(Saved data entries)
-- -- --

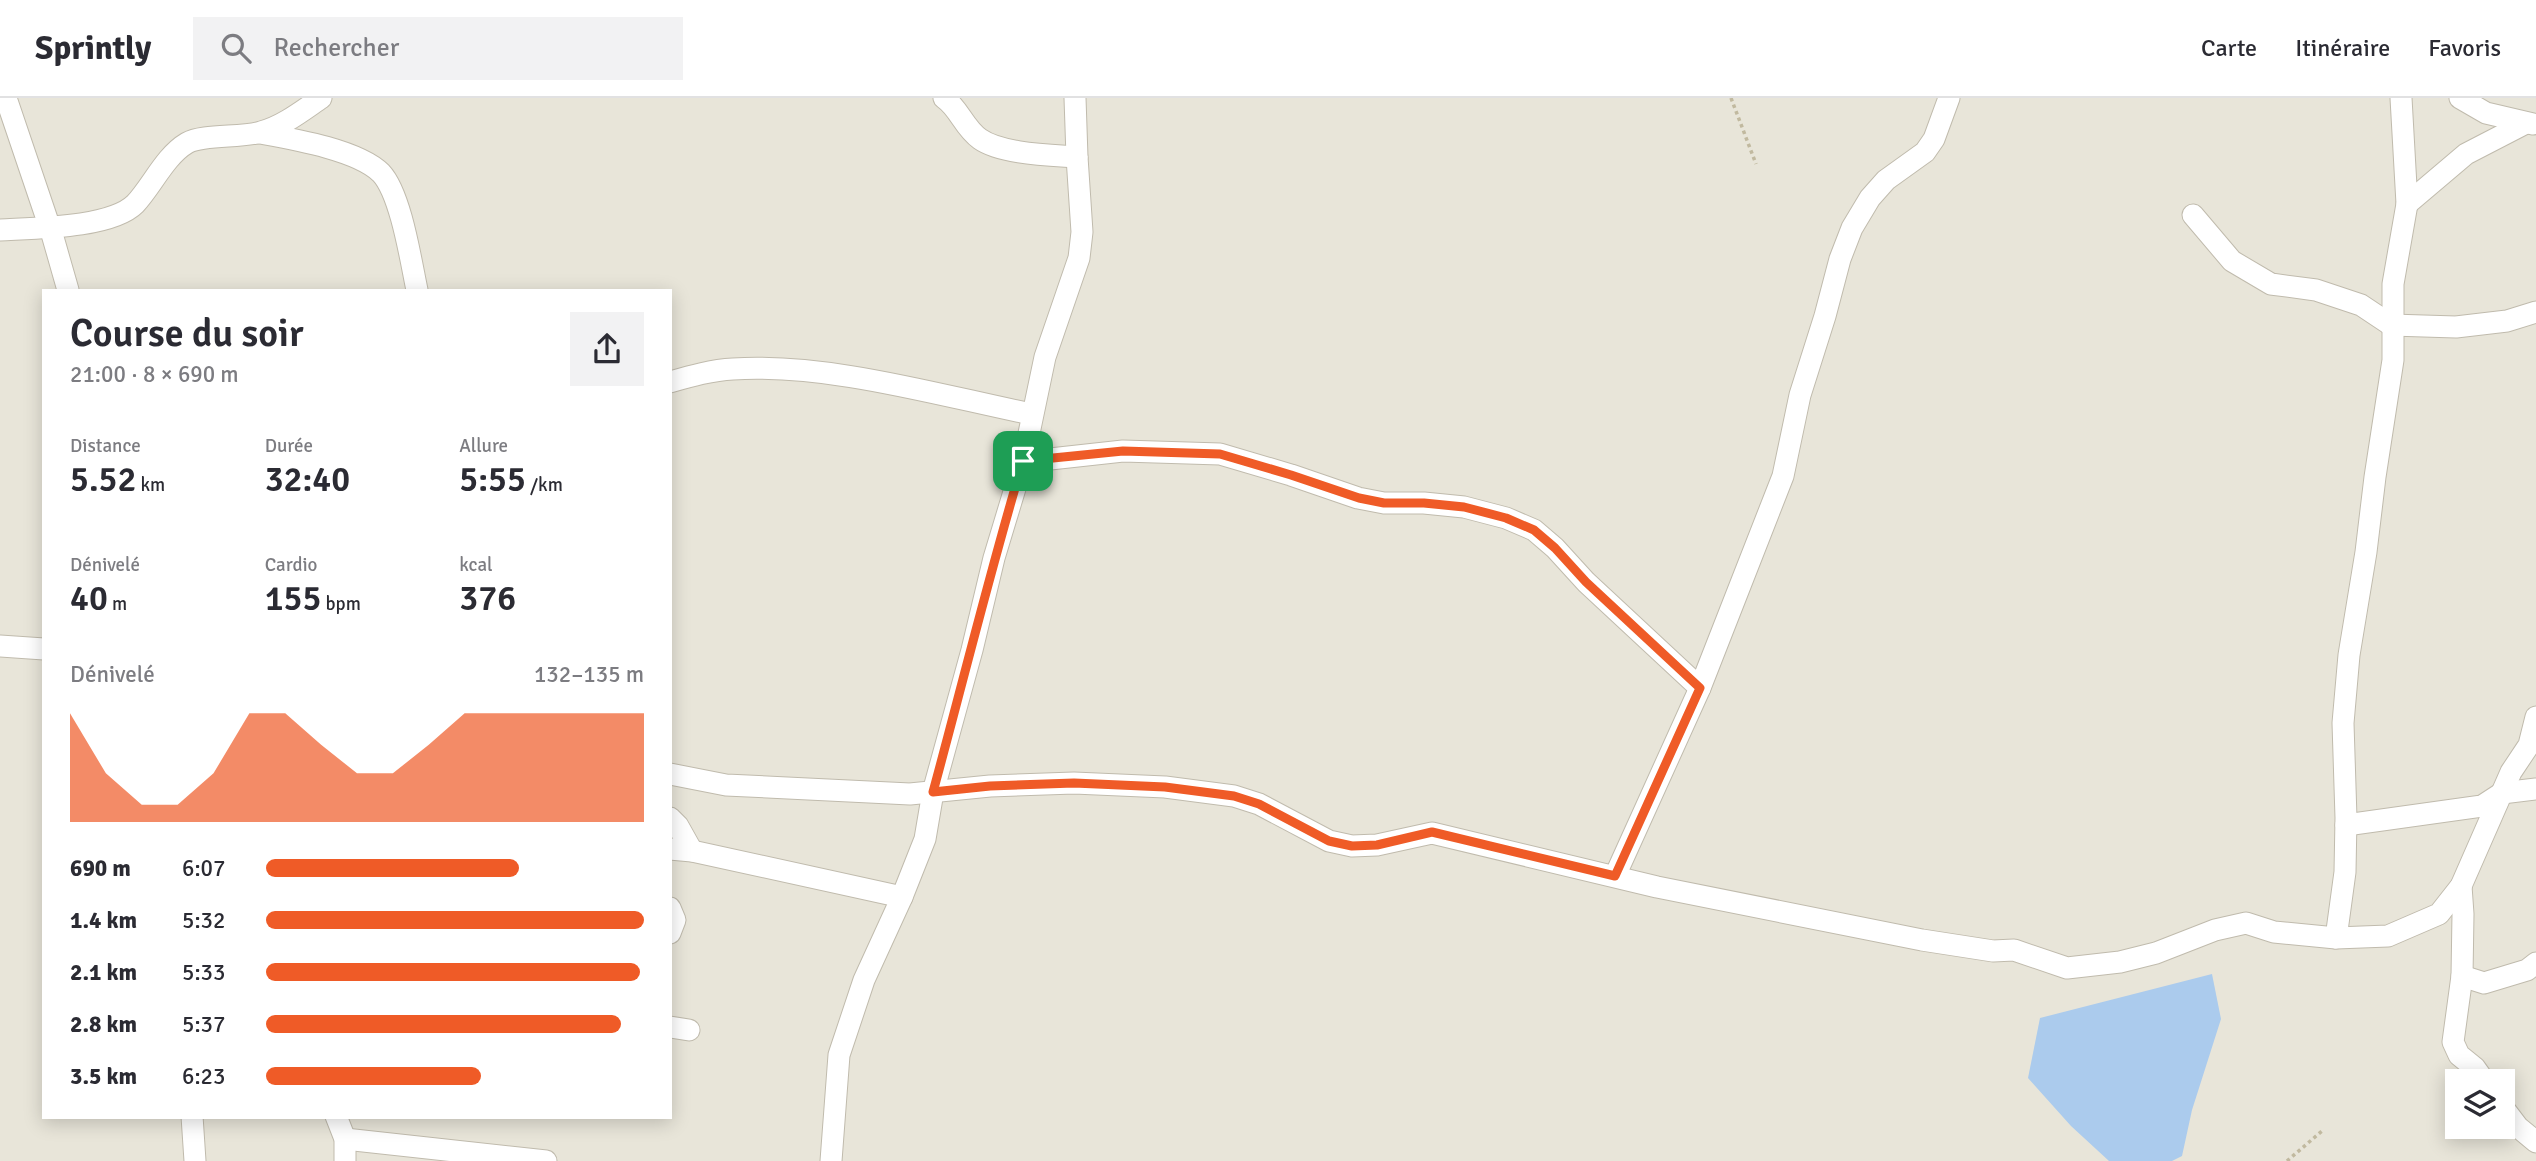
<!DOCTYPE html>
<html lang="fr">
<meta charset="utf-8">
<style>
:root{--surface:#fff;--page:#f2f2f3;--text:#2b2b33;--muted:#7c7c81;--line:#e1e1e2;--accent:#ef5b27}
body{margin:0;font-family:Signika,sans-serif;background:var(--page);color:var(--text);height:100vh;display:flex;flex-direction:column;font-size:26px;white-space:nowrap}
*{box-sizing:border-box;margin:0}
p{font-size:23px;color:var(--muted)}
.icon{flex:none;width:38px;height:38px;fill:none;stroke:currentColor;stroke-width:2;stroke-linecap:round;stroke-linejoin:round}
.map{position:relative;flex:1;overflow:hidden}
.side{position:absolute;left:42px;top:191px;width:630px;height:830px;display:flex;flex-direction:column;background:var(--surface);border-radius:0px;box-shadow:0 4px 18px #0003}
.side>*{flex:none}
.tools{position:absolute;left:2445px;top:971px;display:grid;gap:14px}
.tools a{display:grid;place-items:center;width:70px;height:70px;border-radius:0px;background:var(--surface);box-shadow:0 4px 18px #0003;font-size:35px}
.pin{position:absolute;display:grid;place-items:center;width:60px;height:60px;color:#fff;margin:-30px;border-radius:14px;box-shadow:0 4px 10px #0006}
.round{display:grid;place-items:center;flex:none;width:74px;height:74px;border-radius:0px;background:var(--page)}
.head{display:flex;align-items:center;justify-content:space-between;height:119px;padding:0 28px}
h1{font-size:38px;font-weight:600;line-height:52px}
.metrics{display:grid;grid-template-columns:repeat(3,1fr);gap:10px;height:119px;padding:7px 28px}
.metrics div{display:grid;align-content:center}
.metrics b{font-size:35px;font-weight:600}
.metrics small{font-size:19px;font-weight:400}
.metrics p{font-size:19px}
.chart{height:196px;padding:14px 28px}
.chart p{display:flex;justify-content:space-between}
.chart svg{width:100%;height:126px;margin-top:7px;fill:var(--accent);opacity:.7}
ul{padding:0 28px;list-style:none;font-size:23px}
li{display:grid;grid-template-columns:112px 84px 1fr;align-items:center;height:52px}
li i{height:18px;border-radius:9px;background:var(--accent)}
header{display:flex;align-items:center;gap:42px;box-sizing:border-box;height:98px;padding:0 35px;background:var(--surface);border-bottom:2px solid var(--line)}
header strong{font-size:33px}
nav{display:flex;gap:38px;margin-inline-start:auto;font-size:24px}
.search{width:490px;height:63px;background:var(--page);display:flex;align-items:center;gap:18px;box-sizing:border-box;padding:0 24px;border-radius:0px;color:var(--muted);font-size:26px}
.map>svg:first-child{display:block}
</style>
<header>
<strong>Sprintly</strong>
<div class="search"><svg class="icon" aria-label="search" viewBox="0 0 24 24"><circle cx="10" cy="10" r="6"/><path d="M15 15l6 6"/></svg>Rechercher</div>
<nav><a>Carte</a><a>Itinéraire</a><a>Favoris</a></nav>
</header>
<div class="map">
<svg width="2536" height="1063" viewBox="0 0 2536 1063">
<rect width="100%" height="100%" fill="#f4f3eb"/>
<!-- residential -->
<path fill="#e8e5d9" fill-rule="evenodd" d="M0,0h2536v1063h-2536zM44,192h626v826h-626zM2457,984h45v45h-45z"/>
<!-- water -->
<path fill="#abcbed" d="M2212,876l9,45 -29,91 -10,46 -10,5h-63l-38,-35 -43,-48 12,-60z"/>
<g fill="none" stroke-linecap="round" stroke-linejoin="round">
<!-- street casing -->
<g stroke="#c0bbad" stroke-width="23">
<g id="street">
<path d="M6,0l46,136 16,56"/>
<path d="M944,0c15,10 20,30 36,41 21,15 71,16 97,18"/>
<path d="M2460,0l26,15 47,11"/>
<path d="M260,35c33,6 98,17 121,40 20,21 30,89 36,117"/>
<path d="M2407,106l59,-50 60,-31"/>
<path d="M2193,117l39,46 39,23 45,6 45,15 30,20 65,2 51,-6 29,-9"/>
<path d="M0,132c34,-2 111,-2 135,-26 17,-18 30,-48 52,-61 16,-9 55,-5 74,-11 22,-6 41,-21 60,-34"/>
<path d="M670,284c21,-6 42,-12 63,-13 95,-6 205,26 298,45"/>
<path d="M1023,364l100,-11 97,3 71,21 67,23 26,5h40l40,4 42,11 28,12 21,18 31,34 114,106"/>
<path d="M0,548l44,3"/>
<path d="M670,676l56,11 184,9 80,-8 84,-3 91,4 69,9 25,8 70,37 23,5 25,-1 55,-12 225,54 265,53 71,11 21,-1 53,18 53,-6 36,-9 59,-23 31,-7 28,9 62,6 52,-2 51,-22 22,-28 50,-114 18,-27 7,-28"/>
<path d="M670,720l8,8 14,25"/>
<path d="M2346,727l136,-19 20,-13 34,-4"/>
<path d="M670,751l22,2 210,46"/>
<path d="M1615,778l85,-188 83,-212 17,-81 25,-79 15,-57 12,-31 18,-30 16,-18 39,-28 9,-13 15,-41"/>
<path d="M2461,788l2,28 -1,62 -9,66 6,13 16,13 10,14"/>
<path d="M670,810l5,12 -5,13"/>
<path d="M2336,840l9,-66 1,-54 -3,-95 6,-68 17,-103 9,-75 18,-117v-76l14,-80 -6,-106"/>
<path d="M2462,878l22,7 43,-13 9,-7"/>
<path d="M670,929l19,3"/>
<path d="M2502,1008l16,21 18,15"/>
<path d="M192,1018l3,45"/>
<path d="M336,1018l9,23v22"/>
<path d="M345,1041l201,22"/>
<path d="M831,1063l8,-106 25,-75 38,-83 23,-58 8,-47 39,-142 22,-92 29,-96 22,-105 34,-99 3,-26 -5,-75 -2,-59"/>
</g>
</g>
<!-- path -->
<g stroke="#c1b99f" stroke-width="3.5" stroke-dasharray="3.5 3.5" stroke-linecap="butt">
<path d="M1731,0l25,66"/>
<path d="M2287,1063l35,-30"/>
</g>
<!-- street -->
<use href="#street" stroke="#fff" stroke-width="21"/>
</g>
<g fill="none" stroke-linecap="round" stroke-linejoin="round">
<!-- route casing -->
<g stroke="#fff" stroke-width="14">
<path id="route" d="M1123,353l97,3 71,21 68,23 25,5h40l40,4 42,11 28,12 21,18 31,34 114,106 -85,188 -183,-44 -55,13 -25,1 -23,-5 -70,-37 -25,-8 -69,-9 -91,-4 -84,3 -57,6c30,-110 57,-221 90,-331z"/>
</g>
<!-- route -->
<use href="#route" stroke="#ef5b27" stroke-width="9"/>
</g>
</svg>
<div class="tools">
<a><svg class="icon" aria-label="layers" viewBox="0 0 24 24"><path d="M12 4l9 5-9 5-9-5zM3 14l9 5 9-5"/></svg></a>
</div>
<div class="pin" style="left:1023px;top:363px;background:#1e9e55"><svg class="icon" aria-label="arrive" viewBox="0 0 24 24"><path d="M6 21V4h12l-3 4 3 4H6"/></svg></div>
<section class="side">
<div class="head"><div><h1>Course du soir</h1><p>21:00 · 8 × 690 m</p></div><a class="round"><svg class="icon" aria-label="share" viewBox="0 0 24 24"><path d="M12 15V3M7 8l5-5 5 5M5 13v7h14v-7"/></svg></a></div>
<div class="metrics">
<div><p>Distance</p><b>5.52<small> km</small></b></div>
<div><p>Durée</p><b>32:40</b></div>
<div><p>Allure</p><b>5:55<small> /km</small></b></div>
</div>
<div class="metrics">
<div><p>Dénivelé</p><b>40<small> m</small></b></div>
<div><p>Cardio</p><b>155<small> bpm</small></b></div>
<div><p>kcal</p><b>376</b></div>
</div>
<div class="chart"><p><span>Dénivelé</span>132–135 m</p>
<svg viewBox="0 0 160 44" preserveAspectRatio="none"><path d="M0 44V6L10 27L20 38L30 38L40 27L50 6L60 6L70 17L80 27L90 27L100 17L110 6L120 6L130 6L140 6L150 6L160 6V44z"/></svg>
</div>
<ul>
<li><b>690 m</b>6:07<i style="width:67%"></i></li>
<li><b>1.4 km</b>5:32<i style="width:100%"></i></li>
<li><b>2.1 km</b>5:33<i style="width:99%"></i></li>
<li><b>2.8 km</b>5:37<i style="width:94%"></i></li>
<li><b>3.5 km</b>6:23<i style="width:57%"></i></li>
</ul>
</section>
</div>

-- -- --

## [WHAT NEEDS TO BE DONE]
Counting only lines that contain the word "tools", how many are there in the records above? Give the number alone.

## [ANSWER FOR THE TASK]
3